What the task requires: Output exactly, with nothing added, the entries from the first line through the line with "I am building a map index. Give".

Record set:
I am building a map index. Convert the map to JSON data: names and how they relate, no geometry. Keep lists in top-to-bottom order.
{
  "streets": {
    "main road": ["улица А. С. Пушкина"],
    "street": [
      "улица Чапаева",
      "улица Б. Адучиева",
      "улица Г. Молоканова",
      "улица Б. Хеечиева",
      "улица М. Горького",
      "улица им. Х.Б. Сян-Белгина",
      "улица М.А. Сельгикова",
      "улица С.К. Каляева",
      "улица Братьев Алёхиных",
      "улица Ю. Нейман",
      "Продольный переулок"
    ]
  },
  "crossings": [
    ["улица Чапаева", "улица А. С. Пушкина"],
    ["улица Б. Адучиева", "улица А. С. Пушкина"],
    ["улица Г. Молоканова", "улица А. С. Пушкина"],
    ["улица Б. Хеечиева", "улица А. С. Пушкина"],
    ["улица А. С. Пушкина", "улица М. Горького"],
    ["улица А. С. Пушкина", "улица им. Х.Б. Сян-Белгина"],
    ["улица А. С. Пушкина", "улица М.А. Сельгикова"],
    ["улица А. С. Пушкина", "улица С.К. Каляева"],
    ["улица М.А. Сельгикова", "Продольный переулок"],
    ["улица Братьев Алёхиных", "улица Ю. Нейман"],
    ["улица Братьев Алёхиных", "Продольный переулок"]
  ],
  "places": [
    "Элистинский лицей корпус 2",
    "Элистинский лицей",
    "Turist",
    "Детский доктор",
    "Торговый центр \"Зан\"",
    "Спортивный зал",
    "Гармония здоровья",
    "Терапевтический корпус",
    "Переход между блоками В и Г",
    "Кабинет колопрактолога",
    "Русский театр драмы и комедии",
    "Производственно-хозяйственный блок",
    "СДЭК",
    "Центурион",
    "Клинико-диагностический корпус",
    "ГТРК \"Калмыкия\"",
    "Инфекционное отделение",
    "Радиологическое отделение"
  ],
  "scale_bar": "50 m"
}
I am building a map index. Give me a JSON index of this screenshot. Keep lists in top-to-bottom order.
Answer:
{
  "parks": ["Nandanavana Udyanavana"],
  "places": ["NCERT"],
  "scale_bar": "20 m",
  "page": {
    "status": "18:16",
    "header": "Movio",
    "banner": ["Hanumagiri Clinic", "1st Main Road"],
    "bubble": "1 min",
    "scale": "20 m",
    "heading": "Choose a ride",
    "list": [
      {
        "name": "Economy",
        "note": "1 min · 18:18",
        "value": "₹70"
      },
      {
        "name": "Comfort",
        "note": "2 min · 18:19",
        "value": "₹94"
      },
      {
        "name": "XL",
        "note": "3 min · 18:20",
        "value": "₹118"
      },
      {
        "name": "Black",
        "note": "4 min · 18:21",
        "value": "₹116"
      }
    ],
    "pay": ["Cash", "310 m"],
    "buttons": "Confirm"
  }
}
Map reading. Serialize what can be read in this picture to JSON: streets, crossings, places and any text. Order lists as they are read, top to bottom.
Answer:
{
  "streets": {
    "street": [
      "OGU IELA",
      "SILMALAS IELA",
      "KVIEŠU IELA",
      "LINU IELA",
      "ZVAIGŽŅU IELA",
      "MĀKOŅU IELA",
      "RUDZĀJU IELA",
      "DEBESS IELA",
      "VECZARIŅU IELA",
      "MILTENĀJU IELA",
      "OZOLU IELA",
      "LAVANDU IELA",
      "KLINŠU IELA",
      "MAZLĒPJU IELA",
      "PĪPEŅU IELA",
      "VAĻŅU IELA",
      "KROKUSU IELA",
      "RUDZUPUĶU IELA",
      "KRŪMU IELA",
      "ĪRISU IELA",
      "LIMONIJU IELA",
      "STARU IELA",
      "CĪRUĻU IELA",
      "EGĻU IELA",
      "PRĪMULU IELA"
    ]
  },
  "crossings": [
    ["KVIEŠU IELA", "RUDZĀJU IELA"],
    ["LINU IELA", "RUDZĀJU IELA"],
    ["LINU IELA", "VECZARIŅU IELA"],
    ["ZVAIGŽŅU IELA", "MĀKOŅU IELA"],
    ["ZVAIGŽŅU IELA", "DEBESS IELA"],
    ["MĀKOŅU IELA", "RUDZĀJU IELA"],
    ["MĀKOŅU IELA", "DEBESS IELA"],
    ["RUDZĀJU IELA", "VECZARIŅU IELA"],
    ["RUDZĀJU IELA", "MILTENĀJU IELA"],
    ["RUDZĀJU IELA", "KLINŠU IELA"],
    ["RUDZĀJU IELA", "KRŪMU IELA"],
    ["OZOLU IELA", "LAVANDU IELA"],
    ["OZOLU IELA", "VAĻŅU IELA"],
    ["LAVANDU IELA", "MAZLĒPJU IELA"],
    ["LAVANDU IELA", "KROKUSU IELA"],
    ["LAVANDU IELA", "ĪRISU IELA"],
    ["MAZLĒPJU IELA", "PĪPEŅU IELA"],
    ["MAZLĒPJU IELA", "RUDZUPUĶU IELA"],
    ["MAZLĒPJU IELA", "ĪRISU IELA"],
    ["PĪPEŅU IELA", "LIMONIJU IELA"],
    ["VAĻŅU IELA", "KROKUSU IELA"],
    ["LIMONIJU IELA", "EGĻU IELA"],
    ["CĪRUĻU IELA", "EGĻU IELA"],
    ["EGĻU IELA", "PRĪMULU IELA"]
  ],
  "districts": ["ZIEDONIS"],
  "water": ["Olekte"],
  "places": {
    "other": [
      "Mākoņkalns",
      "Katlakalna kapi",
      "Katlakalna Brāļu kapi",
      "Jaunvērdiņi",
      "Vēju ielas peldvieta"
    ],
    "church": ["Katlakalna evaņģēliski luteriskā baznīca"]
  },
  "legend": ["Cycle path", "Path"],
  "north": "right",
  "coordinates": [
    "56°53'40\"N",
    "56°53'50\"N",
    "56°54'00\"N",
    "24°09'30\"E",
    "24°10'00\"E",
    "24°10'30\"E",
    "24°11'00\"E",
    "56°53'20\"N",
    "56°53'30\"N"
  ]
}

Answer area:
I am building a map index. Convert the map to JSON data: names and how they relate, no geometry. Keep lists in top-to-bottom order.
{
  "streets": {
    "main road": ["улица А. С. Пушкина"],
    "street": [
      "улица Чапаева",
      "улица Б. Адучиева",
      "улица Г. Молоканова",
      "улица Б. Хеечиева",
      "улица М. Горького",
      "улица им. Х.Б. Сян-Белгина",
      "улица М.А. Сельгикова",
      "улица С.К. Каляева",
      "улица Братьев Алёхиных",
      "улица Ю. Нейман",
      "Продольный переулок"
    ]
  },
  "crossings": [
    ["улица Чапаева", "улица А. С. Пушкина"],
    ["улица Б. Адучиева", "улица А. С. Пушкина"],
    ["улица Г. Молоканова", "улица А. С. Пушкина"],
    ["улица Б. Хеечиева", "улица А. С. Пушкина"],
    ["улица А. С. Пушкина", "улица М. Горького"],
    ["улица А. С. Пушкина", "улица им. Х.Б. Сян-Белгина"],
    ["улица А. С. Пушкина", "улица М.А. Сельгикова"],
    ["улица А. С. Пушкина", "улица С.К. Каляева"],
    ["улица М.А. Сельгикова", "Продольный переулок"],
    ["улица Братьев Алёхиных", "улица Ю. Нейман"],
    ["улица Братьев Алёхиных", "Продольный переулок"]
  ],
  "places": [
    "Элистинский лицей корпус 2",
    "Элистинский лицей",
    "Turist",
    "Детский доктор",
    "Торговый центр \"Зан\"",
    "Спортивный зал",
    "Гармония здоровья",
    "Терапевтический корпус",
    "Переход между блоками В и Г",
    "Кабинет колопрактолога",
    "Русский театр драмы и комедии",
    "Производственно-хозяйственный блок",
    "СДЭК",
    "Центурион",
    "Клинико-диагностический корпус",
    "ГТРК \"Калмыкия\"",
    "Инфекционное отделение",
    "Радиологическое отделение"
  ],
  "scale_bar": "50 m"
}
I am building a map index. Give me a JSON index of this screenshot. Keep lists in top-to-bottom order.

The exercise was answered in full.